## DIRECTIONS
For every line in the records below that contains the word "canvas", add one to a count, and report only that count.

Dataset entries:
▶
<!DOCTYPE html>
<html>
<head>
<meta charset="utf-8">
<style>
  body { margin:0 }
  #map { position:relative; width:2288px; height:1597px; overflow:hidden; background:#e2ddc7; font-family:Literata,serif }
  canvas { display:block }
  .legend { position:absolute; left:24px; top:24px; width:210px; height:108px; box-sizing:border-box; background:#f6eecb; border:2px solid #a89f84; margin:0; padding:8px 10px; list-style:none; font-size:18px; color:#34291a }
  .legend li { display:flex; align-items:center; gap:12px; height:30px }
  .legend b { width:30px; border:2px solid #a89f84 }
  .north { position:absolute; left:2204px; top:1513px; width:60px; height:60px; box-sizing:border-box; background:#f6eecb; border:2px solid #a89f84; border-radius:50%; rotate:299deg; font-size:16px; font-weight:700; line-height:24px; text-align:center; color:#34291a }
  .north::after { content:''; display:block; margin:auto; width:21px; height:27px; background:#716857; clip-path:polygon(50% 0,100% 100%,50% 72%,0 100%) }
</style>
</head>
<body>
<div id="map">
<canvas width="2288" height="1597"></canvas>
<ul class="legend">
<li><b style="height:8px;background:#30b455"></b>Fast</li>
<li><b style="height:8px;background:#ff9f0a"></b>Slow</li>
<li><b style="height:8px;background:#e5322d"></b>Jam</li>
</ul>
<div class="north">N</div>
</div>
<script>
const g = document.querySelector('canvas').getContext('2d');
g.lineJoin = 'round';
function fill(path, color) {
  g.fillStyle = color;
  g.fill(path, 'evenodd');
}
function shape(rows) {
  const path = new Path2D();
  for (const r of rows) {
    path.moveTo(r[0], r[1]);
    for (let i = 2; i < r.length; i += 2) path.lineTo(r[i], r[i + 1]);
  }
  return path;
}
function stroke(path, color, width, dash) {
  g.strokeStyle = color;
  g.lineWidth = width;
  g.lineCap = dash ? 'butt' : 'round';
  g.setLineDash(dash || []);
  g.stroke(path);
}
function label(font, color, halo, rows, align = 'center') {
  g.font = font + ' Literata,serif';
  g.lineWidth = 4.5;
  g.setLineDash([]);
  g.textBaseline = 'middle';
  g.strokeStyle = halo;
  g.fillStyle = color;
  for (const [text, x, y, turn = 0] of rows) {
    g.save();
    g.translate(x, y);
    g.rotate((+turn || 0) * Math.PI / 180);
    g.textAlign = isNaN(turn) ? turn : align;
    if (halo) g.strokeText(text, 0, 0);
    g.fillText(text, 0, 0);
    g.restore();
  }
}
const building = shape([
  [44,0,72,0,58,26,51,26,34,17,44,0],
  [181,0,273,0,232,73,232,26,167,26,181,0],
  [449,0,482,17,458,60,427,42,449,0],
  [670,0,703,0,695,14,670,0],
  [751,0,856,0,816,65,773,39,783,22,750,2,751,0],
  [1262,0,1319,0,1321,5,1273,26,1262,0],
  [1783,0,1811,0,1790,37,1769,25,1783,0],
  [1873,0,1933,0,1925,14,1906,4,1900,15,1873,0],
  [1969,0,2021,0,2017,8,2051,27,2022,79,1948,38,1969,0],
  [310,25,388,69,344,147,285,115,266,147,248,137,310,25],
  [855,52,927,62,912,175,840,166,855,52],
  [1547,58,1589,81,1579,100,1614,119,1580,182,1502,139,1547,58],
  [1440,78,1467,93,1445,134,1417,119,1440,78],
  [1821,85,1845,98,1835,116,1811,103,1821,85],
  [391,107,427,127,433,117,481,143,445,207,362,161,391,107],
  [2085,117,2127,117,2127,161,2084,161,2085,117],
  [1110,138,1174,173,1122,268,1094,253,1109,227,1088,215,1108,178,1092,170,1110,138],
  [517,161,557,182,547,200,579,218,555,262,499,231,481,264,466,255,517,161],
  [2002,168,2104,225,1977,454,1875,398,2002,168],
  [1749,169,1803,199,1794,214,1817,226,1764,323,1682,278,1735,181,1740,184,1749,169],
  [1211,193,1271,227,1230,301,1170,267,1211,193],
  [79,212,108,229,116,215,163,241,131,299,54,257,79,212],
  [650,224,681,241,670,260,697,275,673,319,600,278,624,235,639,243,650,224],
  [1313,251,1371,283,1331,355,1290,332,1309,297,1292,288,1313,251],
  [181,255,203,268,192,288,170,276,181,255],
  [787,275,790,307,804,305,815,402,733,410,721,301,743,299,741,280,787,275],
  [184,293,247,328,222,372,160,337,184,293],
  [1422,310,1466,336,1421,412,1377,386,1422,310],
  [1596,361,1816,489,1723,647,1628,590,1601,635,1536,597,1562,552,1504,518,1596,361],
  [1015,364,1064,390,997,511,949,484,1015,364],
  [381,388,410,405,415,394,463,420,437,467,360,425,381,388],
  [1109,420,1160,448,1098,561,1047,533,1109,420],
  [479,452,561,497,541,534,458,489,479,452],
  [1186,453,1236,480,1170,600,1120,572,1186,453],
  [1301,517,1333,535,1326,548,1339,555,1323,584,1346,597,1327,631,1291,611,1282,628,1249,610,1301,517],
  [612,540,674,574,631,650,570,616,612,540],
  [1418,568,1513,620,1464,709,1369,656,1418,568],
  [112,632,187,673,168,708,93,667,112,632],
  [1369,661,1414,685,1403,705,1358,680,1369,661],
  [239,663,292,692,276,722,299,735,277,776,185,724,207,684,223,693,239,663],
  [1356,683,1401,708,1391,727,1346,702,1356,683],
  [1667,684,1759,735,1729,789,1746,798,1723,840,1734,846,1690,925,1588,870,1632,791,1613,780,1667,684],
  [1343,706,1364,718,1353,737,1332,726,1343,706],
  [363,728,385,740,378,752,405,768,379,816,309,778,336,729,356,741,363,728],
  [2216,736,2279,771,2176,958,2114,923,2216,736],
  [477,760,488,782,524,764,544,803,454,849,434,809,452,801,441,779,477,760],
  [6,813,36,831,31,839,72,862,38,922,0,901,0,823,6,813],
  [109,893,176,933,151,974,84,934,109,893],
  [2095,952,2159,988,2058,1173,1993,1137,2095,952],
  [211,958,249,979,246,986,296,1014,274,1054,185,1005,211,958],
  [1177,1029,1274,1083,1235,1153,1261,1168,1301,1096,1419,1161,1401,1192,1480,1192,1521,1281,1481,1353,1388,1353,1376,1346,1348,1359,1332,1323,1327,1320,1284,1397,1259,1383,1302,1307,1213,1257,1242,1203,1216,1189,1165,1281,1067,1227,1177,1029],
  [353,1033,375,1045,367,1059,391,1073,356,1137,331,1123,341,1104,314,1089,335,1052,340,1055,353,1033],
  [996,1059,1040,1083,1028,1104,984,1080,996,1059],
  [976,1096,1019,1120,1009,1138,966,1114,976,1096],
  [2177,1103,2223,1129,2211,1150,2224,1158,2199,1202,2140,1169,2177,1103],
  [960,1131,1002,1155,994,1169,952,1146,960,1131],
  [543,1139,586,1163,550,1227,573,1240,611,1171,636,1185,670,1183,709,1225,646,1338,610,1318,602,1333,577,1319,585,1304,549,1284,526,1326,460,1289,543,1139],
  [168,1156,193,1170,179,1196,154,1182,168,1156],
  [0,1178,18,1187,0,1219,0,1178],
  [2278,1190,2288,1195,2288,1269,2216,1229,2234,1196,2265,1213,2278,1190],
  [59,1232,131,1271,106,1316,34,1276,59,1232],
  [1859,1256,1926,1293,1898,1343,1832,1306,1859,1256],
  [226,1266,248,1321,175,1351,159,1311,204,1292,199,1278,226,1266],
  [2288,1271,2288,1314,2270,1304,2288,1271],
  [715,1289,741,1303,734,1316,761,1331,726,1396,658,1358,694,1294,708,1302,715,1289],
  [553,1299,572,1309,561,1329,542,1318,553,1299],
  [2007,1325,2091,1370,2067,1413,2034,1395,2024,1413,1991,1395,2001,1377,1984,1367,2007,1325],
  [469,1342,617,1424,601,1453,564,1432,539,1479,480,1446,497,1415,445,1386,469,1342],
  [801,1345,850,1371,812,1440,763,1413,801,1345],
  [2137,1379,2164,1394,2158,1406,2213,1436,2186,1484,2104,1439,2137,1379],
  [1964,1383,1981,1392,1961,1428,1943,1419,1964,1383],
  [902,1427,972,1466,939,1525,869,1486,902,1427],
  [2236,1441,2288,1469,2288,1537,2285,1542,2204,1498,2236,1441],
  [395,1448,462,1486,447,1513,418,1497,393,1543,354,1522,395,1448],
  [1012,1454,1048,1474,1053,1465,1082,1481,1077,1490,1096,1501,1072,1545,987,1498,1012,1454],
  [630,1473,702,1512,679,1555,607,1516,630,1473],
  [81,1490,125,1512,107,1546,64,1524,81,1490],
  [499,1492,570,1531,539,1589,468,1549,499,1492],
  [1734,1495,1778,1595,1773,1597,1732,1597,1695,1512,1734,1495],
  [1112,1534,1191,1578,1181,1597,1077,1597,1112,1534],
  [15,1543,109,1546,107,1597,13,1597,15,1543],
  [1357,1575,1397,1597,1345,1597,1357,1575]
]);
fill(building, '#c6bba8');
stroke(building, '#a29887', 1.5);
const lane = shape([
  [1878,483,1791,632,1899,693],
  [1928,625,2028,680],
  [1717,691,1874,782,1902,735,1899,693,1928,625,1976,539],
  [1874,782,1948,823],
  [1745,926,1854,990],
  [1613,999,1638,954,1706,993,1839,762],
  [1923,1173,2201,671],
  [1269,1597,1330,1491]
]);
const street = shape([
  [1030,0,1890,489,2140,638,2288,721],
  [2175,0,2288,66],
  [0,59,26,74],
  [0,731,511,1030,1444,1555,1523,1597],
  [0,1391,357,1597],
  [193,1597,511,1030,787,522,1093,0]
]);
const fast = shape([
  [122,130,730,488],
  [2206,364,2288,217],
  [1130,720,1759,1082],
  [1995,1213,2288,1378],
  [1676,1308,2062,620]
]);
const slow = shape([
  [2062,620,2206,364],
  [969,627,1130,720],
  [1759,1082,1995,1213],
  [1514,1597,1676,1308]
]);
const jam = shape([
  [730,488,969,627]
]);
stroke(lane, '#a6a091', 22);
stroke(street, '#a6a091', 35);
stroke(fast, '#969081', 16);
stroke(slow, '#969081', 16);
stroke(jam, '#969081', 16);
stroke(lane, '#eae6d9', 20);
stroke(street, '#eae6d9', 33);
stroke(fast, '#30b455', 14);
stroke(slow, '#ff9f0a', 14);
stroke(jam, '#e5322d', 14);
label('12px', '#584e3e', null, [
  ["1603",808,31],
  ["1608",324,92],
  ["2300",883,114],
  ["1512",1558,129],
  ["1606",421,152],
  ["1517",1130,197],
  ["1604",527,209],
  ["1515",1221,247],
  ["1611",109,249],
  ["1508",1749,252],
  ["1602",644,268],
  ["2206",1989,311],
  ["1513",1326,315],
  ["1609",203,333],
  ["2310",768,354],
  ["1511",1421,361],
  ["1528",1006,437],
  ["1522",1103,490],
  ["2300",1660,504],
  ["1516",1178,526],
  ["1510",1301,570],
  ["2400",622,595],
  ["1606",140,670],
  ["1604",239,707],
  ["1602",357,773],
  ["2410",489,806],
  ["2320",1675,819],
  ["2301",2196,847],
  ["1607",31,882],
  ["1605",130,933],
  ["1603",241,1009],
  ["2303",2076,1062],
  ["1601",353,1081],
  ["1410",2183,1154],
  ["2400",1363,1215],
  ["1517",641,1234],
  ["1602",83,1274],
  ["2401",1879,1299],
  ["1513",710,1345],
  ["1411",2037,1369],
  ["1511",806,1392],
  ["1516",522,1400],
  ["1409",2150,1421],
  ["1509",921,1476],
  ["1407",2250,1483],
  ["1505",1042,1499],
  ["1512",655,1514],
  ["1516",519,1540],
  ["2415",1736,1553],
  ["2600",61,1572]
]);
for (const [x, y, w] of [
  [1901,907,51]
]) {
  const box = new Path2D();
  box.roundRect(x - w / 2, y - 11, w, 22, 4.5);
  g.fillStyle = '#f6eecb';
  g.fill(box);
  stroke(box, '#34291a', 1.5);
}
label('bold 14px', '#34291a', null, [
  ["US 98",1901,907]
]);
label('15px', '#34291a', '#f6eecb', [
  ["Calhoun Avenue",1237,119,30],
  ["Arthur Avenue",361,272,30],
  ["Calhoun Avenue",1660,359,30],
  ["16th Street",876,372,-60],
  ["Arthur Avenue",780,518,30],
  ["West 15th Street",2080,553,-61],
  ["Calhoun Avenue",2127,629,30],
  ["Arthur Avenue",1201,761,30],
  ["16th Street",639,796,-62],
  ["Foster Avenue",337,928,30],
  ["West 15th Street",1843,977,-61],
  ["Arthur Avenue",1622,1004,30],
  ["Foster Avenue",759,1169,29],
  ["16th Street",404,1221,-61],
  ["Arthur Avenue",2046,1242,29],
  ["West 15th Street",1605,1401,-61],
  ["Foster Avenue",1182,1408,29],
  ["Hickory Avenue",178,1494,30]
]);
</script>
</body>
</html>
◀
## YOUR SOLUTION
3